__Task to carry out__. Please return each entry exactly as it appears, but not the pictures.

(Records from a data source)
========================

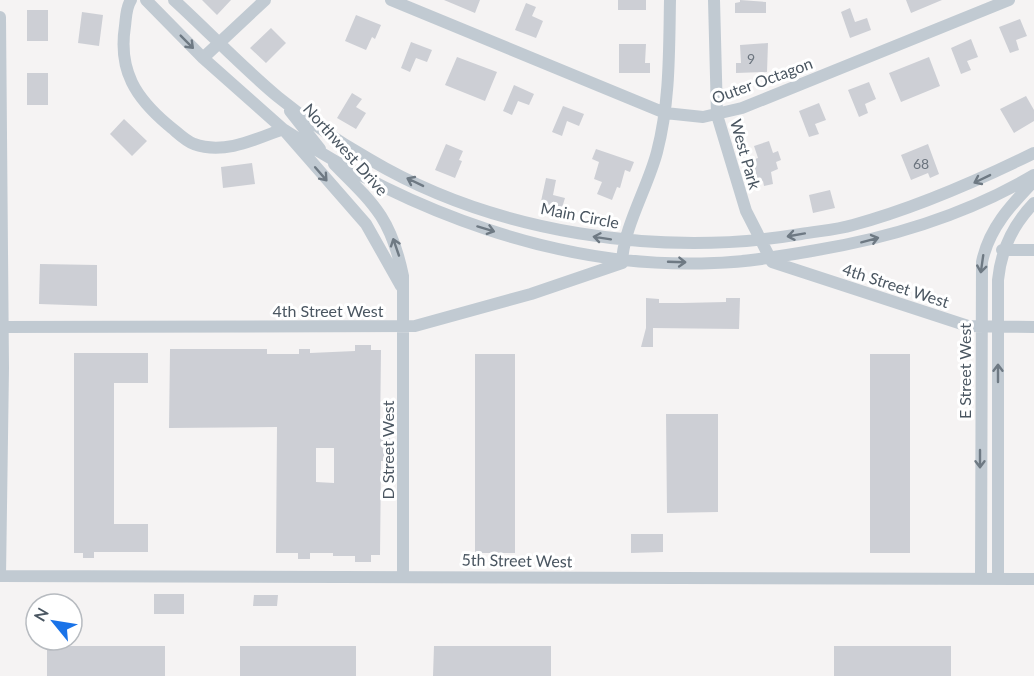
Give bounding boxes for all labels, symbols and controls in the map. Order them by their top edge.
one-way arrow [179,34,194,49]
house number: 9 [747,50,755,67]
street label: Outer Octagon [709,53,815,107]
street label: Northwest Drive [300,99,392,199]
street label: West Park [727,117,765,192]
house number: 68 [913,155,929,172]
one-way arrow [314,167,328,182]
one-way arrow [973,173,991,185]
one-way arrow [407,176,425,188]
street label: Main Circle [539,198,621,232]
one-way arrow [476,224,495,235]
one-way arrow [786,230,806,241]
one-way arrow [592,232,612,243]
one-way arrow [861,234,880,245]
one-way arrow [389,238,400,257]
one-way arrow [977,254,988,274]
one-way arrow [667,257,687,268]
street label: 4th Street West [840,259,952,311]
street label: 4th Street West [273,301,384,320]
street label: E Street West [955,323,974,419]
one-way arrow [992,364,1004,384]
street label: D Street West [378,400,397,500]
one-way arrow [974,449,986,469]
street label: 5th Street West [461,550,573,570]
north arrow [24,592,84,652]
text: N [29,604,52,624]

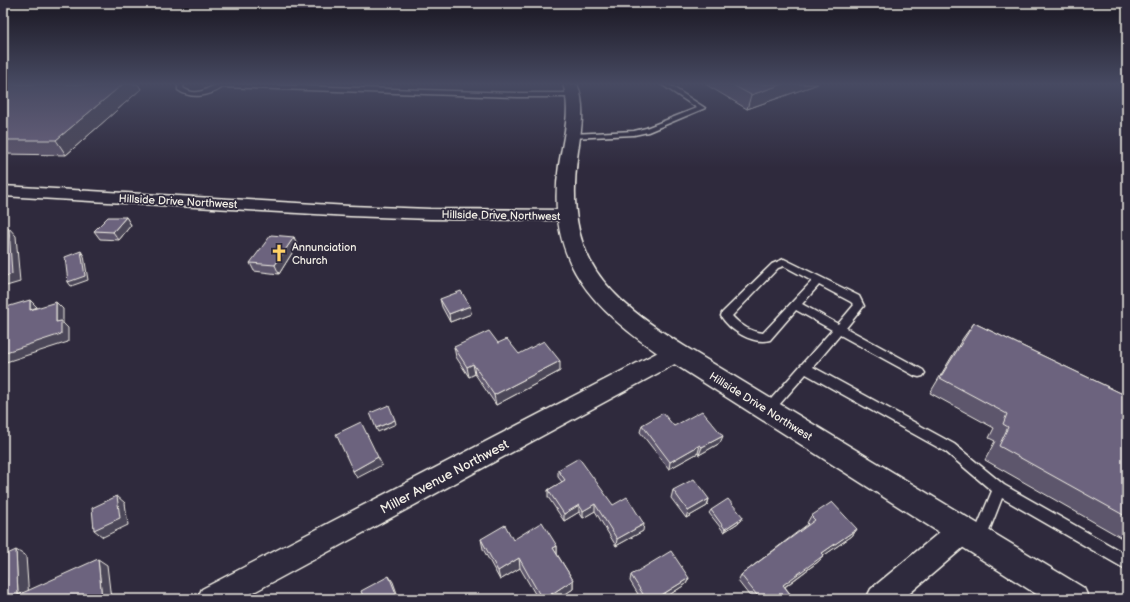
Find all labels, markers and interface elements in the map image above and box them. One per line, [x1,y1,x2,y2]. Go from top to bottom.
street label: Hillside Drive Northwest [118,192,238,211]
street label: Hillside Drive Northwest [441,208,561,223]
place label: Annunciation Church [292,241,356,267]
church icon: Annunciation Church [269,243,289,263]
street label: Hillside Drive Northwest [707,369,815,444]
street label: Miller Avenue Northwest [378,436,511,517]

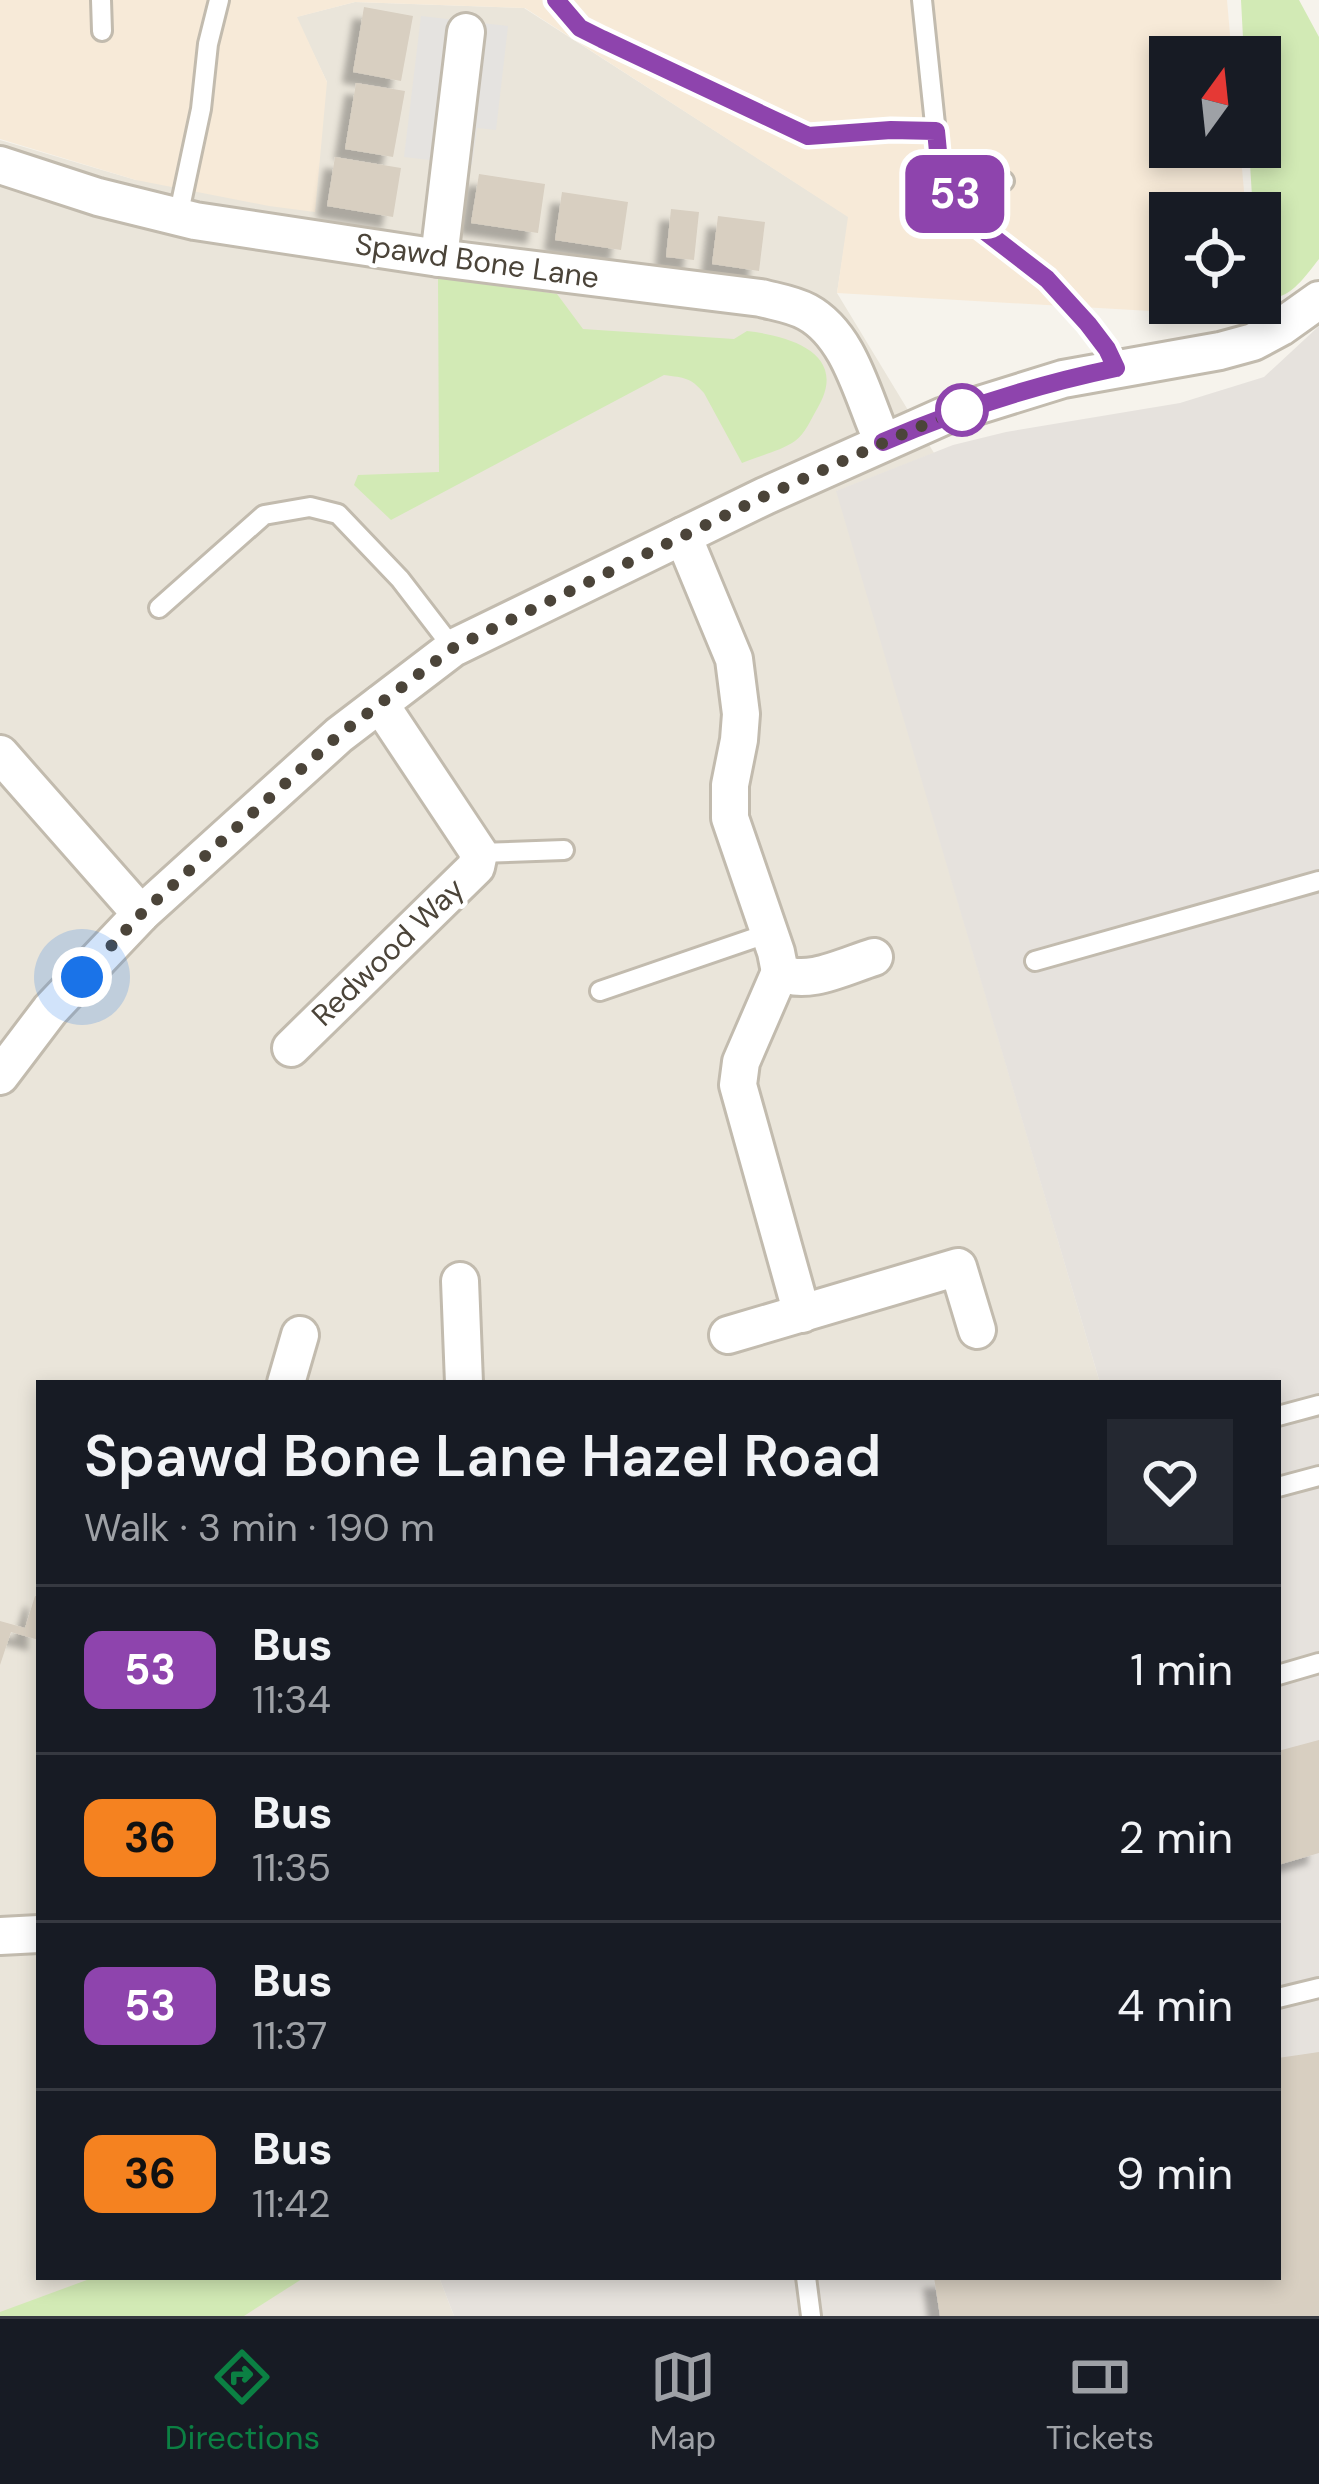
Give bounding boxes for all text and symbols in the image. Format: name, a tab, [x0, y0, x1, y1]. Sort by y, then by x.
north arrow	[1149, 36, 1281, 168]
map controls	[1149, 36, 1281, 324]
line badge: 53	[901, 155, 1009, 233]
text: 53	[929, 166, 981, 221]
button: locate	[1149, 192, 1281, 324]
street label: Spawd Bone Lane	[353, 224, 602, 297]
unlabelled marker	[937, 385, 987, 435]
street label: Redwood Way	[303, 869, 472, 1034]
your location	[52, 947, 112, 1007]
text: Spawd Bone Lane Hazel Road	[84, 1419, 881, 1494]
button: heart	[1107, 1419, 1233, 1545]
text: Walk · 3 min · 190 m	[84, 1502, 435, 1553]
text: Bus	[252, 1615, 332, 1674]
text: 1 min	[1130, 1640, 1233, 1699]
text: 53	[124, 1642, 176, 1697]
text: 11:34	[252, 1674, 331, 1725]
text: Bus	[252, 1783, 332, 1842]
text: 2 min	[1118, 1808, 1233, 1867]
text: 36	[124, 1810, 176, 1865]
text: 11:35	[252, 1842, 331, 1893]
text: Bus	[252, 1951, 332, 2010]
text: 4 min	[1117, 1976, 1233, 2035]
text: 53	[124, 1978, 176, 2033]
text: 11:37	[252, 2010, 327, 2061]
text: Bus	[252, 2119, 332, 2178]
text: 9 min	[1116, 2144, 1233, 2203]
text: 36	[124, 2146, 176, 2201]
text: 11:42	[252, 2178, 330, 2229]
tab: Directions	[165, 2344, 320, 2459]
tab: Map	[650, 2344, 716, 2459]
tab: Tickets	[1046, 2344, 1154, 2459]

========================

__Solution__.
Give bounding boxes for all labels, symbols and controls in the map. Order them by their top edge.
one-way arrow [179,34,194,49]
house number: 9 [747,50,755,67]
street label: Outer Octagon [709,53,815,107]
street label: Northwest Drive [300,99,392,199]
street label: West Park [727,117,765,192]
house number: 68 [913,155,929,172]
one-way arrow [314,167,328,182]
one-way arrow [973,173,991,185]
one-way arrow [407,176,425,188]
street label: Main Circle [539,198,621,232]
one-way arrow [476,224,495,235]
one-way arrow [786,230,806,241]
one-way arrow [592,232,612,243]
one-way arrow [861,234,880,245]
one-way arrow [389,238,400,257]
one-way arrow [977,254,988,274]
one-way arrow [667,257,687,268]
street label: 4th Street West [840,259,952,311]
street label: 4th Street West [273,301,384,320]
street label: E Street West [955,323,974,419]
one-way arrow [992,364,1004,384]
street label: D Street West [378,400,397,500]
one-way arrow [974,449,986,469]
street label: 5th Street West [461,550,573,570]
north arrow [24,592,84,652]
text: N [29,604,52,624]

Find all labels, markers and interface elements in the map image above and box them. One per line, [x1,y1,x2,y2]. Go from top to bottom.
street label: Hillside Drive Northwest [118,192,238,211]
street label: Hillside Drive Northwest [441,208,561,223]
place label: Annunciation Church [292,241,356,267]
church icon: Annunciation Church [269,243,289,263]
street label: Hillside Drive Northwest [707,369,815,444]
street label: Miller Avenue Northwest [378,436,511,517]

Give bounding boxes for all text and symbols in the image. Format: name, a tab, [x0, y0, x1, y1]. Sort by y, then by x.
north arrow	[1149, 36, 1281, 168]
map controls	[1149, 36, 1281, 324]
line badge: 53	[901, 155, 1009, 233]
text: 53	[929, 166, 981, 221]
button: locate	[1149, 192, 1281, 324]
street label: Spawd Bone Lane	[353, 224, 602, 297]
unlabelled marker	[937, 385, 987, 435]
street label: Redwood Way	[303, 869, 472, 1034]
your location	[52, 947, 112, 1007]
text: Spawd Bone Lane Hazel Road	[84, 1419, 881, 1494]
button: heart	[1107, 1419, 1233, 1545]
text: Walk · 3 min · 190 m	[84, 1502, 435, 1553]
text: Bus	[252, 1615, 332, 1674]
text: 1 min	[1130, 1640, 1233, 1699]
text: 53	[124, 1642, 176, 1697]
text: 11:34	[252, 1674, 331, 1725]
text: Bus	[252, 1783, 332, 1842]
text: 2 min	[1118, 1808, 1233, 1867]
text: 36	[124, 1810, 176, 1865]
text: 11:35	[252, 1842, 331, 1893]
text: Bus	[252, 1951, 332, 2010]
text: 4 min	[1117, 1976, 1233, 2035]
text: 53	[124, 1978, 176, 2033]
text: 11:37	[252, 2010, 327, 2061]
text: Bus	[252, 2119, 332, 2178]
text: 9 min	[1116, 2144, 1233, 2203]
text: 36	[124, 2146, 176, 2201]
text: 11:42	[252, 2178, 330, 2229]
tab: Directions	[165, 2344, 320, 2459]
tab: Map	[650, 2344, 716, 2459]
tab: Tickets	[1046, 2344, 1154, 2459]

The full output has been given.